### Data supplied
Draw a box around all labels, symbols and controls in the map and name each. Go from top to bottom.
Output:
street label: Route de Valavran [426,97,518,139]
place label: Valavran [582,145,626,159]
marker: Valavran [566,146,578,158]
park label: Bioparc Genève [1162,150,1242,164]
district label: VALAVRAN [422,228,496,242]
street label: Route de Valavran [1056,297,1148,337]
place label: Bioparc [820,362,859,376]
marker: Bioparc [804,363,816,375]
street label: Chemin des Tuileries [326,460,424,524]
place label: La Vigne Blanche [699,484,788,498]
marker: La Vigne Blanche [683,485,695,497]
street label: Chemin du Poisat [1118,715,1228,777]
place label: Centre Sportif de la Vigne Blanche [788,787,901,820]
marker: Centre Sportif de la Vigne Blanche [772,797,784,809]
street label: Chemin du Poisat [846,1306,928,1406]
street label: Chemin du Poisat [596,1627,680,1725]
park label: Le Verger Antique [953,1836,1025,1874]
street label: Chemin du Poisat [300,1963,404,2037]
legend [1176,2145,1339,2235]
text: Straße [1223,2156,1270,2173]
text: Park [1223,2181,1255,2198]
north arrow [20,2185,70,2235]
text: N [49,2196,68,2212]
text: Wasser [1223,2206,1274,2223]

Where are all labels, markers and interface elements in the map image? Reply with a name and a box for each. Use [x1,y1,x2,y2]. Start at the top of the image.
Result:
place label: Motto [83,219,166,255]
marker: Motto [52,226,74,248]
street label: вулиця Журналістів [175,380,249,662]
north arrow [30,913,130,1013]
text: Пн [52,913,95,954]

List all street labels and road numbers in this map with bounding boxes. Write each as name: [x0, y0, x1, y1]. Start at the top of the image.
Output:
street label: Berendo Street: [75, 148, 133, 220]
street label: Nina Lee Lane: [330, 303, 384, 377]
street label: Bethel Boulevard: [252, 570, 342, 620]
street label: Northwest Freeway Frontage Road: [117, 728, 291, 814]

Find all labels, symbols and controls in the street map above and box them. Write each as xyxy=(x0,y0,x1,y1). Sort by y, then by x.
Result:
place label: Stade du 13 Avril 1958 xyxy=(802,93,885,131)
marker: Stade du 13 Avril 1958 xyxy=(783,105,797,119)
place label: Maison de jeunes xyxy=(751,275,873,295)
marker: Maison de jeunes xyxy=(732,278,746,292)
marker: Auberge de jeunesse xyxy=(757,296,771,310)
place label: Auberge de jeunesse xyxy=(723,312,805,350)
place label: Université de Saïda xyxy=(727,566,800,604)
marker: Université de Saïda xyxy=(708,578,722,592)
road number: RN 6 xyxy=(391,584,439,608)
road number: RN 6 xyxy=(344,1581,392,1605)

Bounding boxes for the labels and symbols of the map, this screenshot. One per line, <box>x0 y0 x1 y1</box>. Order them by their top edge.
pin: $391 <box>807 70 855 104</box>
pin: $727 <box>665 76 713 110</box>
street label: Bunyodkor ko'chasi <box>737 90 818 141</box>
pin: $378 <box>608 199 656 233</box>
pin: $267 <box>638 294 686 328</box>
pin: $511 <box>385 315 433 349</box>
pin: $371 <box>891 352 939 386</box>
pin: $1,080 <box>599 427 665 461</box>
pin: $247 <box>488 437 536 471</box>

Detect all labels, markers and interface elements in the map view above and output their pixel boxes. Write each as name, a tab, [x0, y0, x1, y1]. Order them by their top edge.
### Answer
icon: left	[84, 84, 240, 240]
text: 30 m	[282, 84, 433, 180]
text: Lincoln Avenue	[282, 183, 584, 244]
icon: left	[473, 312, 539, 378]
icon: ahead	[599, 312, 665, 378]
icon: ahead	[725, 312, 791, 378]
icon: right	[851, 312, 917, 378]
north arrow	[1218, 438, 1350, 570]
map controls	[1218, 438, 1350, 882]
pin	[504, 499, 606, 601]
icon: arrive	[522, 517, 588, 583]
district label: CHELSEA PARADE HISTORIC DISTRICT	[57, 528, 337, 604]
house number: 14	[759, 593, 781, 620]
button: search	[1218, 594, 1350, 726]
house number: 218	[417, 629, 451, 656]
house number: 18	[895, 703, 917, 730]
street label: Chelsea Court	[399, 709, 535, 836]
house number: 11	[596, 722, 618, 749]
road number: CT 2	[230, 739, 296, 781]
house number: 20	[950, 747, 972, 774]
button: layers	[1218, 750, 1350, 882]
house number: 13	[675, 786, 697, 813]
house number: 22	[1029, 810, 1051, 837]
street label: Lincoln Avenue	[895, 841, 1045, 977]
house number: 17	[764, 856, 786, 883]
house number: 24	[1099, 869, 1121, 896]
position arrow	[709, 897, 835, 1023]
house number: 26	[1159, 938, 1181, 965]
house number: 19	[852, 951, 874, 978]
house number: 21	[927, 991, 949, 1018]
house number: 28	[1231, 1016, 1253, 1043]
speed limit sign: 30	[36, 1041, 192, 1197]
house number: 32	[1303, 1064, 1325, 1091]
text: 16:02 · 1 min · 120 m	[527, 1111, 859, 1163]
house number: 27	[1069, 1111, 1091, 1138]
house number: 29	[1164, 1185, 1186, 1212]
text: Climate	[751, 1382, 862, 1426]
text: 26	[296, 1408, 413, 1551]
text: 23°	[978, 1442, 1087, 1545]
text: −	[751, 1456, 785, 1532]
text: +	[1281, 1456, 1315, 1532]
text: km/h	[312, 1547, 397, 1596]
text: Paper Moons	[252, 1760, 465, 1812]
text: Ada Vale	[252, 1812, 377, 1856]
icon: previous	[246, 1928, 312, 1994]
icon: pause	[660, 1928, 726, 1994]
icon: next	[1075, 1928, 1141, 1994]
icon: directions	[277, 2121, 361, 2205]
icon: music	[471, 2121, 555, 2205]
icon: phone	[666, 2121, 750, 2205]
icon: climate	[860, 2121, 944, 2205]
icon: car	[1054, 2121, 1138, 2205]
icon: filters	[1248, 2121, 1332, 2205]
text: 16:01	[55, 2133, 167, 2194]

### Task requirements
The response should consist of every record, written out exactly as given.

### Expected output
Draw a box around all labels, symbols and controls in the map and name each. Go from top to bottom.
Output:
street label: Route de Valavran [426,97,518,139]
place label: Valavran [582,145,626,159]
marker: Valavran [566,146,578,158]
park label: Bioparc Genève [1162,150,1242,164]
district label: VALAVRAN [422,228,496,242]
street label: Route de Valavran [1056,297,1148,337]
place label: Bioparc [820,362,859,376]
marker: Bioparc [804,363,816,375]
street label: Chemin des Tuileries [326,460,424,524]
place label: La Vigne Blanche [699,484,788,498]
marker: La Vigne Blanche [683,485,695,497]
street label: Chemin du Poisat [1118,715,1228,777]
place label: Centre Sportif de la Vigne Blanche [788,787,901,820]
marker: Centre Sportif de la Vigne Blanche [772,797,784,809]
street label: Chemin du Poisat [846,1306,928,1406]
street label: Chemin du Poisat [596,1627,680,1725]
park label: Le Verger Antique [953,1836,1025,1874]
street label: Chemin du Poisat [300,1963,404,2037]
legend [1176,2145,1339,2235]
text: Straße [1223,2156,1270,2173]
text: Park [1223,2181,1255,2198]
north arrow [20,2185,70,2235]
text: N [49,2196,68,2212]
text: Wasser [1223,2206,1274,2223]

Where are all labels, markers and interface elements in the map image? Reply with a name and a box for each. Use [x1,y1,x2,y2]. Start at the top of the image.
Result:
place label: Motto [83,219,166,255]
marker: Motto [52,226,74,248]
street label: вулиця Журналістів [175,380,249,662]
north arrow [30,913,130,1013]
text: Пн [52,913,95,954]

List all street labels and road numbers in this map with bounding boxes. Write each as name: [x0, y0, x1, y1]. Start at the top of the image.
Output:
street label: Berendo Street: [75, 148, 133, 220]
street label: Nina Lee Lane: [330, 303, 384, 377]
street label: Bethel Boulevard: [252, 570, 342, 620]
street label: Northwest Freeway Frontage Road: [117, 728, 291, 814]

Find all labels, symbols and controls in the street map above and box them. Write each as xyxy=(x0,y0,x1,y1). Sort by y, then by x.
Result:
place label: Stade du 13 Avril 1958 xyxy=(802,93,885,131)
marker: Stade du 13 Avril 1958 xyxy=(783,105,797,119)
place label: Maison de jeunes xyxy=(751,275,873,295)
marker: Maison de jeunes xyxy=(732,278,746,292)
marker: Auberge de jeunesse xyxy=(757,296,771,310)
place label: Auberge de jeunesse xyxy=(723,312,805,350)
place label: Université de Saïda xyxy=(727,566,800,604)
marker: Université de Saïda xyxy=(708,578,722,592)
road number: RN 6 xyxy=(391,584,439,608)
road number: RN 6 xyxy=(344,1581,392,1605)

Bounding boxes for the labels and symbols of the map, this screenshot. One per line, <box>x0 y0 x1 y1</box>. Order them by their top edge.
pin: $391 <box>807 70 855 104</box>
pin: $727 <box>665 76 713 110</box>
street label: Bunyodkor ko'chasi <box>737 90 818 141</box>
pin: $378 <box>608 199 656 233</box>
pin: $267 <box>638 294 686 328</box>
pin: $511 <box>385 315 433 349</box>
pin: $371 <box>891 352 939 386</box>
pin: $1,080 <box>599 427 665 461</box>
pin: $247 <box>488 437 536 471</box>

Detect all labels, markers and interface elements in the map view above and output their pixel boxes. Write each as name, a tab, [x0, y0, x1, y1]. Order them by their top edge.
### Answer
icon: left	[84, 84, 240, 240]
text: 30 m	[282, 84, 433, 180]
text: Lincoln Avenue	[282, 183, 584, 244]
icon: left	[473, 312, 539, 378]
icon: ahead	[599, 312, 665, 378]
icon: ahead	[725, 312, 791, 378]
icon: right	[851, 312, 917, 378]
north arrow	[1218, 438, 1350, 570]
map controls	[1218, 438, 1350, 882]
pin	[504, 499, 606, 601]
icon: arrive	[522, 517, 588, 583]
district label: CHELSEA PARADE HISTORIC DISTRICT	[57, 528, 337, 604]
house number: 14	[759, 593, 781, 620]
button: search	[1218, 594, 1350, 726]
house number: 218	[417, 629, 451, 656]
house number: 18	[895, 703, 917, 730]
street label: Chelsea Court	[399, 709, 535, 836]
house number: 11	[596, 722, 618, 749]
road number: CT 2	[230, 739, 296, 781]
house number: 20	[950, 747, 972, 774]
button: layers	[1218, 750, 1350, 882]
house number: 13	[675, 786, 697, 813]
house number: 22	[1029, 810, 1051, 837]
street label: Lincoln Avenue	[895, 841, 1045, 977]
house number: 17	[764, 856, 786, 883]
house number: 24	[1099, 869, 1121, 896]
position arrow	[709, 897, 835, 1023]
house number: 26	[1159, 938, 1181, 965]
house number: 19	[852, 951, 874, 978]
house number: 21	[927, 991, 949, 1018]
house number: 28	[1231, 1016, 1253, 1043]
speed limit sign: 30	[36, 1041, 192, 1197]
house number: 32	[1303, 1064, 1325, 1091]
text: 16:02 · 1 min · 120 m	[527, 1111, 859, 1163]
house number: 27	[1069, 1111, 1091, 1138]
house number: 29	[1164, 1185, 1186, 1212]
text: Climate	[751, 1382, 862, 1426]
text: 26	[296, 1408, 413, 1551]
text: 23°	[978, 1442, 1087, 1545]
text: −	[751, 1456, 785, 1532]
text: +	[1281, 1456, 1315, 1532]
text: km/h	[312, 1547, 397, 1596]
text: Paper Moons	[252, 1760, 465, 1812]
text: Ada Vale	[252, 1812, 377, 1856]
icon: previous	[246, 1928, 312, 1994]
icon: pause	[660, 1928, 726, 1994]
icon: next	[1075, 1928, 1141, 1994]
icon: directions	[277, 2121, 361, 2205]
icon: music	[471, 2121, 555, 2205]
icon: phone	[666, 2121, 750, 2205]
icon: climate	[860, 2121, 944, 2205]
icon: car	[1054, 2121, 1138, 2205]
icon: filters	[1248, 2121, 1332, 2205]
text: 16:01	[55, 2133, 167, 2194]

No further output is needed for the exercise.